- Born: Doris May Dinham 30 October 1894 Woolwich, New South Wales
- Died: 16 May 1972 (aged 77) Little Bay, New South Wales, Australia
- Writing career
- Pen name: D. Manners-Sutton

= Doris Gentile =

Australian writer

Doris May Gentile (30 October 1894 – 16 May 1972) was an Australian novelist and short story writer, who travelled and wrote in Africa, Europe and Canada from 1925 until the Second World War.

==Early life==
She was born Doris May Dinham in the Sydney suburb of Woolwich—her parents were English engraver Harry Charles Dinham and his Tasmanian-born wife Ida Margaret Pybus.

==Writing career==
Dinham began writing at the age of 7, with a story published in The Australasian. Subsequently writing for that publications including The Sydney Mail and the Sunraysia Daily, she published her novel, A Marked Soul, in 1923.

In June 1925, Dinham departed Australia seeking "high adventure" and made her way to Africa, where she worked in South Africa for a tobacco company, and continued publishing her writing in local newspapers.

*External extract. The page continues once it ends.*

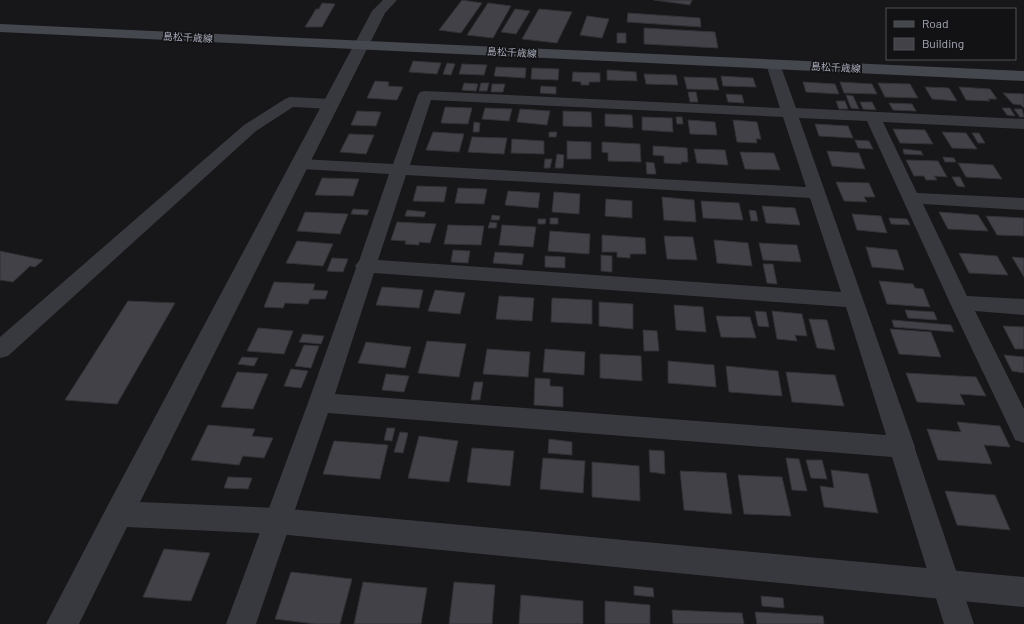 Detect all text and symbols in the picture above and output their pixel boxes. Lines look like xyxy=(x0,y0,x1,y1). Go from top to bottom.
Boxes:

In 1926, she trekked from Cape Town to the Belgian Congo, a journey which made headlines in Australia. She remarked to journalists in London: "Novelists must revise their conception of 'Darkest Africa' as a realm of adventure."—elaborating that cars, schools and hospitals were widespread on the continent. Her time in South Africa, Congo and surrounding areas resulted in two novels: Black God and The Last Secret, both of which featured African settings and characters.

Gentile told stories of her life and some are embellished and others are incorrect. She would give her birth year as 1908 and take on the title of "Contessa". She wrote letters telling of her work during the war fighting with the partisans to bring down Mussolini. What is known is that from 1943 to 1946 she was in Civiglio above Lake Como where she and her children were frequently hungry.

==Honours==
Gentile Street in the Canberra suburb of Franklin is named after Doris Gentile.